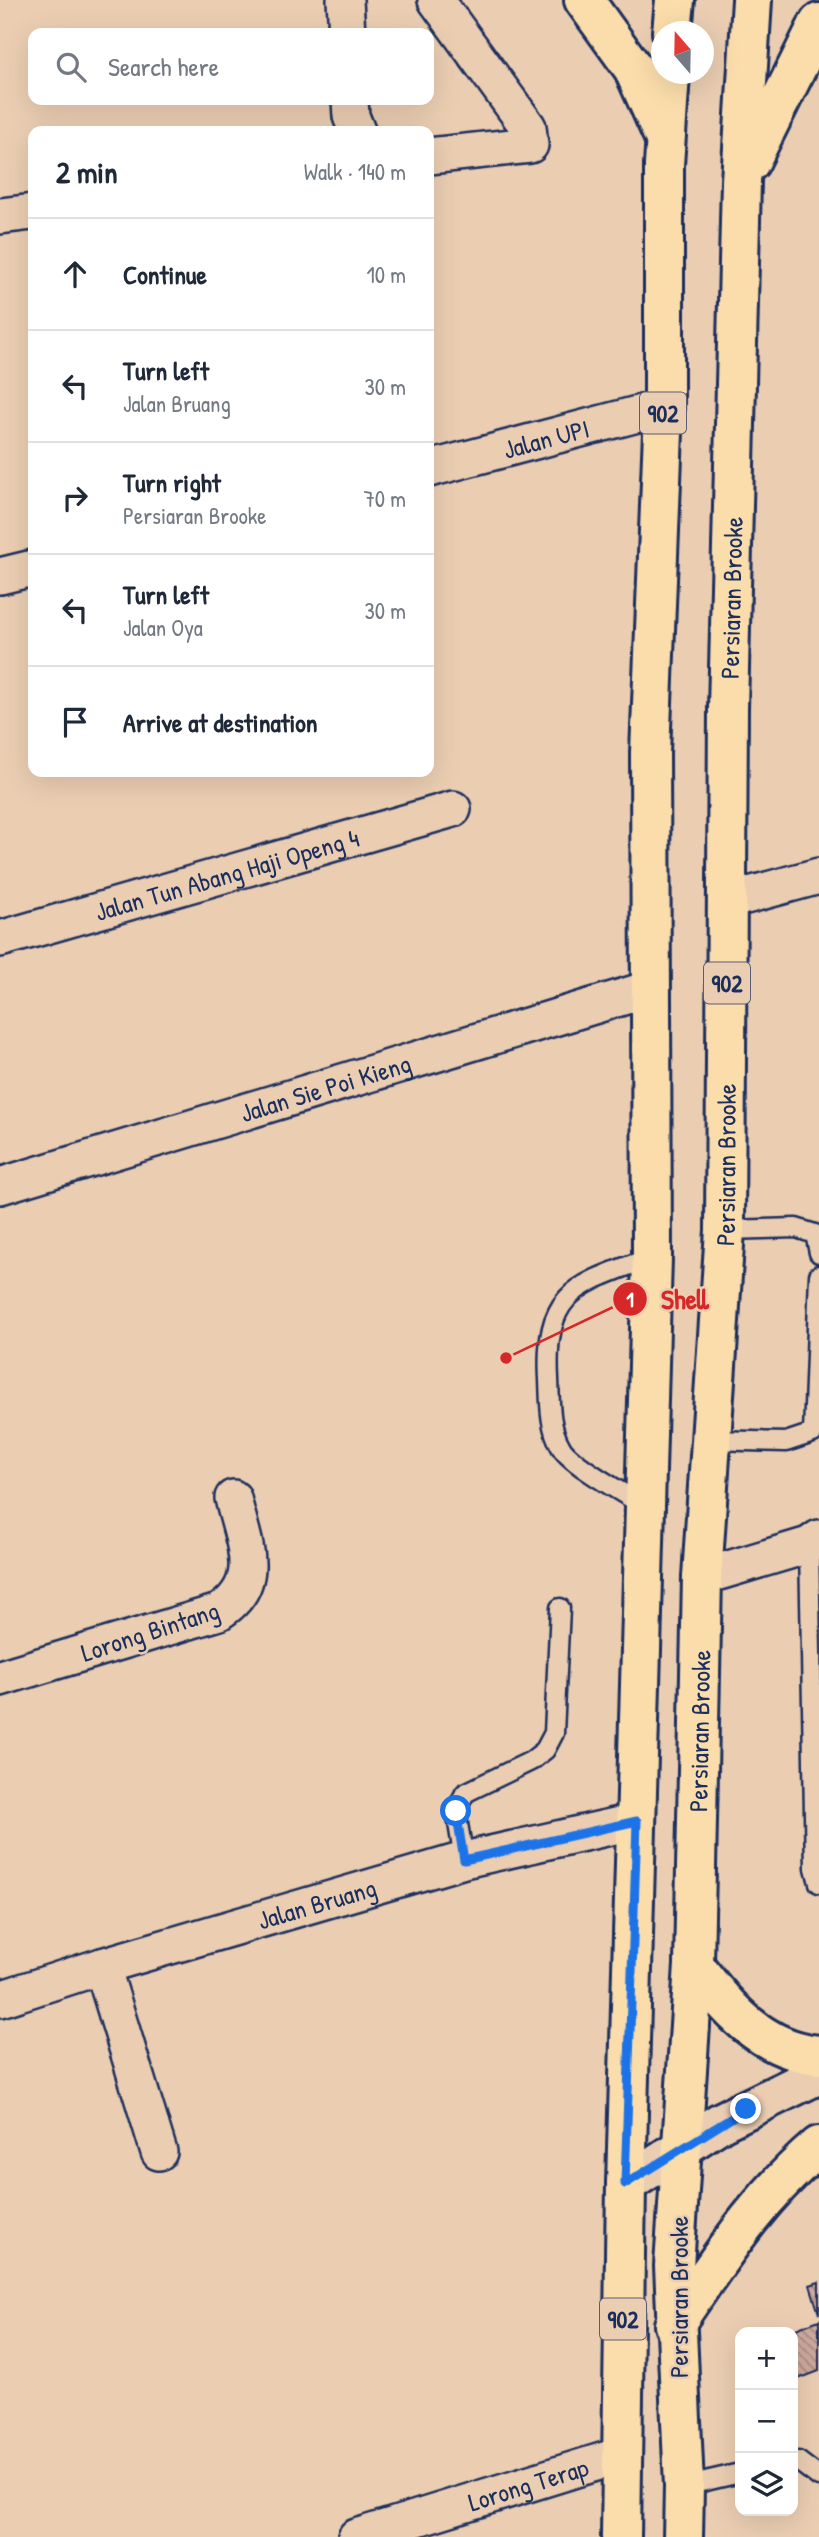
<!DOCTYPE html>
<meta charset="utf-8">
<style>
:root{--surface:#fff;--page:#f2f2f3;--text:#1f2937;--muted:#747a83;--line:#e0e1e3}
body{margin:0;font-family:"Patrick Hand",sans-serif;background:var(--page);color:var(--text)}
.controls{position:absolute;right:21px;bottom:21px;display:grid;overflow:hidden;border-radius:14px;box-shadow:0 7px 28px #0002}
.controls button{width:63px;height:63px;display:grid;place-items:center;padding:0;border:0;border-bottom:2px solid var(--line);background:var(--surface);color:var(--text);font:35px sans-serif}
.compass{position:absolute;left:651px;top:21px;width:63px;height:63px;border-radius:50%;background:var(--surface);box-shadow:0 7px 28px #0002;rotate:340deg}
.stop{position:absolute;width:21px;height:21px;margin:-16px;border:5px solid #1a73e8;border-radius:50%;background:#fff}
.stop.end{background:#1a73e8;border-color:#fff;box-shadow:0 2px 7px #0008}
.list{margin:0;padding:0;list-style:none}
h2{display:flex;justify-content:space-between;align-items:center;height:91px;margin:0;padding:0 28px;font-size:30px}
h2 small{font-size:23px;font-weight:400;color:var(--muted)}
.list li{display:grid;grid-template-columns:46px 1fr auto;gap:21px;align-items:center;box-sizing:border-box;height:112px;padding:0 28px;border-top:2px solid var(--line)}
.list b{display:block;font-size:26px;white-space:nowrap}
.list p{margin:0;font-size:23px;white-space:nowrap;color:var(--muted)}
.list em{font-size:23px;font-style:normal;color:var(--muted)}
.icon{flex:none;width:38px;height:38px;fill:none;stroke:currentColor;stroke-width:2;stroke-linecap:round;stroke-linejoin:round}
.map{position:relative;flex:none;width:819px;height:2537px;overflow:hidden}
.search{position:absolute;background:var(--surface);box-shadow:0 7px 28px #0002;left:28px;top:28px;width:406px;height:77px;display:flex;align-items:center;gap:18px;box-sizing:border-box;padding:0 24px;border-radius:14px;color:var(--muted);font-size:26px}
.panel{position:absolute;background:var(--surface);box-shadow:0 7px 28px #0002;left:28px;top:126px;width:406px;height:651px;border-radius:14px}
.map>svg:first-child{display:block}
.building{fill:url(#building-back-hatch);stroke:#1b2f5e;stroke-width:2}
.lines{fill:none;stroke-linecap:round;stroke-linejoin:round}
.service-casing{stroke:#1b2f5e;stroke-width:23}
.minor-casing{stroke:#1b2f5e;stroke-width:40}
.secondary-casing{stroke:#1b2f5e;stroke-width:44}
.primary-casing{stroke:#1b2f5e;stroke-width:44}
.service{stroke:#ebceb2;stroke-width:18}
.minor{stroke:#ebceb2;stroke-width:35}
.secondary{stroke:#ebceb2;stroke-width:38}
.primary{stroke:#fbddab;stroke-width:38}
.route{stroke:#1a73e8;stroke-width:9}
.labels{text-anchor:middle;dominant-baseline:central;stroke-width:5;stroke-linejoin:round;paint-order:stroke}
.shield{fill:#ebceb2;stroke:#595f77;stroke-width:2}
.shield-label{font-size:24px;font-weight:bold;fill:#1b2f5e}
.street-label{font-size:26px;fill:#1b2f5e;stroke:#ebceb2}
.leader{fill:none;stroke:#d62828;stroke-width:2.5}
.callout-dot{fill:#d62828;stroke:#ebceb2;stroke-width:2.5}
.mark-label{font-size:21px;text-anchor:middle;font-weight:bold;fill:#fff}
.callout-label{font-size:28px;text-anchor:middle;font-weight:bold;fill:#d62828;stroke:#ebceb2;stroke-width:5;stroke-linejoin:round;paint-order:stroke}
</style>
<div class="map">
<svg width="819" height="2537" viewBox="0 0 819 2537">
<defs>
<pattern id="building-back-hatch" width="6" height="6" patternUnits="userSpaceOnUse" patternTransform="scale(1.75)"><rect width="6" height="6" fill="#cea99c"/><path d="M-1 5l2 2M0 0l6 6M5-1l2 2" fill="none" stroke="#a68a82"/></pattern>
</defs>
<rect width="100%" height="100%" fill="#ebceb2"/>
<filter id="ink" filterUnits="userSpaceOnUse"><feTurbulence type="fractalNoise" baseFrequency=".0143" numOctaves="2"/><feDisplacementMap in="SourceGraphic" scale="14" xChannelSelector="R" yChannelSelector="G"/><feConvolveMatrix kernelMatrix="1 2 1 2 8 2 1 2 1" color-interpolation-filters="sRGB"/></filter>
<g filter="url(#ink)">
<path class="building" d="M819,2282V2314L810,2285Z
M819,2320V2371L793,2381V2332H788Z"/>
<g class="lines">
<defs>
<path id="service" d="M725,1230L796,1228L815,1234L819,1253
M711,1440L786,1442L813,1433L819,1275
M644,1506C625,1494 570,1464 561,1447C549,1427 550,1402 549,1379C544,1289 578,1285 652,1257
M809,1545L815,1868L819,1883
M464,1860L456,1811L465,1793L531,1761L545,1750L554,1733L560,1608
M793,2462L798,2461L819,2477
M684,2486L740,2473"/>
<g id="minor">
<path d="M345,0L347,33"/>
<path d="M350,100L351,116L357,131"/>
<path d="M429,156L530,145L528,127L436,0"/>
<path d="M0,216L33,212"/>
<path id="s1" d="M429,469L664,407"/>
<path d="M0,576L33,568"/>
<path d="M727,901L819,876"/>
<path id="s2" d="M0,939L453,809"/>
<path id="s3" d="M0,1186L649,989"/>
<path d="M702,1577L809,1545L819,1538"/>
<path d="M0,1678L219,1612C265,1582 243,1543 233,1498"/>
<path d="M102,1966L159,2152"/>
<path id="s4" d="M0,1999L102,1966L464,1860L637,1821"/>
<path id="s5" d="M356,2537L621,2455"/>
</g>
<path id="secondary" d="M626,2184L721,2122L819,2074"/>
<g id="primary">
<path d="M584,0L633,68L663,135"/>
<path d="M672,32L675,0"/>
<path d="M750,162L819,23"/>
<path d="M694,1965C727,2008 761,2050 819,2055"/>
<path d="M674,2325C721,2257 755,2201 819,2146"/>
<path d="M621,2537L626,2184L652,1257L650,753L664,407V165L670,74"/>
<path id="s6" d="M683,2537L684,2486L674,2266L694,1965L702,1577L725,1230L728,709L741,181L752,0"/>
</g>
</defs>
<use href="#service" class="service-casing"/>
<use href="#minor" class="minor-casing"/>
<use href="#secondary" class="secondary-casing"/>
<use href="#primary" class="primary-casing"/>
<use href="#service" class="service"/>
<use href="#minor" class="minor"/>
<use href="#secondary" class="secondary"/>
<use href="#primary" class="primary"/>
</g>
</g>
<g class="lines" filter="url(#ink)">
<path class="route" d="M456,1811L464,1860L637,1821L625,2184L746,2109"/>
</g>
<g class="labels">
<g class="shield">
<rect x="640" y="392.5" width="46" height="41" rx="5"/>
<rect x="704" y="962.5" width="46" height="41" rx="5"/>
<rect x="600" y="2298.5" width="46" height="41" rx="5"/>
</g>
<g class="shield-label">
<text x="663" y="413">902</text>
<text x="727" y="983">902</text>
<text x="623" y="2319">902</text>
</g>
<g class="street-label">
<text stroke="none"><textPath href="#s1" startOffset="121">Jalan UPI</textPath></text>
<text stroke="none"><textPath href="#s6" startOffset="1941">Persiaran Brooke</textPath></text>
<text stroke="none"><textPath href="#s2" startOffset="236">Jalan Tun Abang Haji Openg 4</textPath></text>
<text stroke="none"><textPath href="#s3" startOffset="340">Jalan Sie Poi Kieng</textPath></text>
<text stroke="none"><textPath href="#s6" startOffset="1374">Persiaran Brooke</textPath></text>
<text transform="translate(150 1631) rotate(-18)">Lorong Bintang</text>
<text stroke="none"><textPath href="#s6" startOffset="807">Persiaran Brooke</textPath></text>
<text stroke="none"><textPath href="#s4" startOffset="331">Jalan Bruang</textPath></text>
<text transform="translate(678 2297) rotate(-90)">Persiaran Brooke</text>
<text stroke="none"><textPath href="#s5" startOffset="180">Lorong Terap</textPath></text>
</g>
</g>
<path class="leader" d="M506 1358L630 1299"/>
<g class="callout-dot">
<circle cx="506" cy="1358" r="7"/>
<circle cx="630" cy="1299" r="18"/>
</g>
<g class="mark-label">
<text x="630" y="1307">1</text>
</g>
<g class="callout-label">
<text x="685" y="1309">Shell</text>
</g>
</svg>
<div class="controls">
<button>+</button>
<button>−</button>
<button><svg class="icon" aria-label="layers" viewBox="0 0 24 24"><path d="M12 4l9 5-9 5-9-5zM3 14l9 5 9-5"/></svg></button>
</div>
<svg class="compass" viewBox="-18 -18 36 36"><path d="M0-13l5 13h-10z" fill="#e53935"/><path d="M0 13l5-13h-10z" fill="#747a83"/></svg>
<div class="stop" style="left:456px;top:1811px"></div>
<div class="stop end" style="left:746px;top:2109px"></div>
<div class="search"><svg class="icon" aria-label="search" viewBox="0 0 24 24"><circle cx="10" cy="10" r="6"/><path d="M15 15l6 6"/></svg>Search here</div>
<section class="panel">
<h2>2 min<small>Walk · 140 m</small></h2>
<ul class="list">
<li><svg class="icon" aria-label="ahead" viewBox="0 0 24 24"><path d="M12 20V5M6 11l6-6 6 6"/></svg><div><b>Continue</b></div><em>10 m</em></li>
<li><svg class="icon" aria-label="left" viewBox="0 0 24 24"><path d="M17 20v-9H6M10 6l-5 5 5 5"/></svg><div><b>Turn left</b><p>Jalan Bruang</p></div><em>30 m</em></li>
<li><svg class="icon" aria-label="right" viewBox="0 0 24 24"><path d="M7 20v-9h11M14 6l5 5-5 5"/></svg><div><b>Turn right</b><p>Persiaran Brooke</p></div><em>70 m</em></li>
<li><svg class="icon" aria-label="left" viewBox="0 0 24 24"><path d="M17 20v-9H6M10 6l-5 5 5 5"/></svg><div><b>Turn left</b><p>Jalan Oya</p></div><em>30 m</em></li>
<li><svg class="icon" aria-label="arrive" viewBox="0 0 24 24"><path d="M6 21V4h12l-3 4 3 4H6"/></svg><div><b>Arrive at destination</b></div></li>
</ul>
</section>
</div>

__Task goal__
Working from the listing, state how many lines include "solid". The reply must be that number alone.

__Reply__
3